[PROBLEM DESCRIPTION]: For the data that follows, return each line unchanged and drop the pictures.

Stored data entries
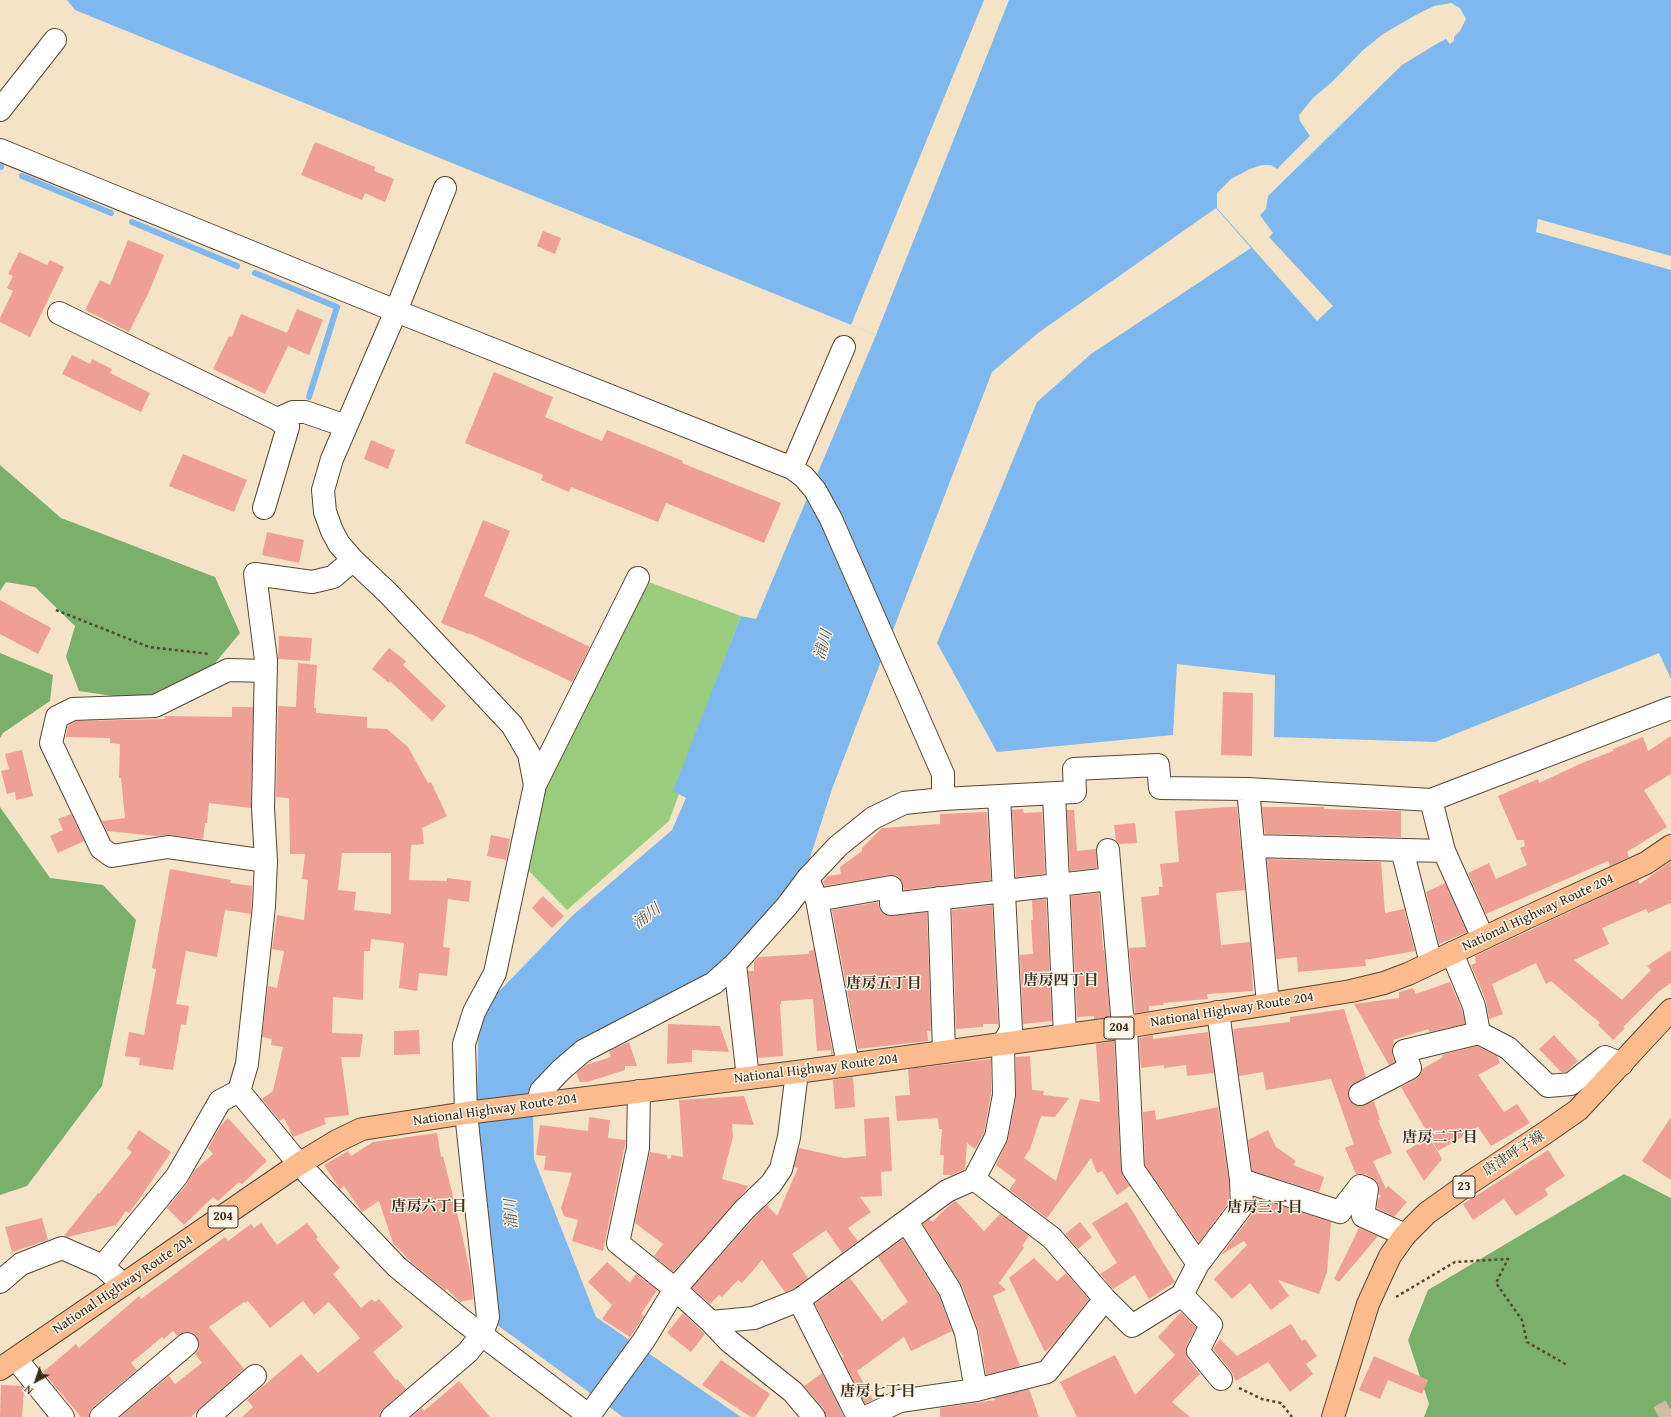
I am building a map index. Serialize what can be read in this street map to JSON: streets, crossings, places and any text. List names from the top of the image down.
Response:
{
  "streets": {
    "main road": [
      "National Highway Route 204",
      "204",
      "唐津呼子線",
      "23"
    ]
  },
  "districts": [
    "唐房四丁目",
    "唐房五丁目",
    "唐房二丁目",
    "唐房六丁目",
    "唐房三丁目",
    "唐房七丁目"
  ],
  "water": ["浦川"],
  "north": "bottom left"
}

[WRITTEN REPLY]:
I am building a map index. Serialize what can be read in this street map to JSON: streets, crossings, places and any text. List names from the top of the image down.
Response:
{
  "streets": {
    "main road": [
      "National Highway Route 204",
      "204",
      "唐津呼子線",
      "23"
    ]
  },
  "districts": [
    "唐房四丁目",
    "唐房五丁目",
    "唐房二丁目",
    "唐房六丁目",
    "唐房三丁目",
    "唐房七丁目"
  ],
  "water": ["浦川"],
  "north": "bottom left"
}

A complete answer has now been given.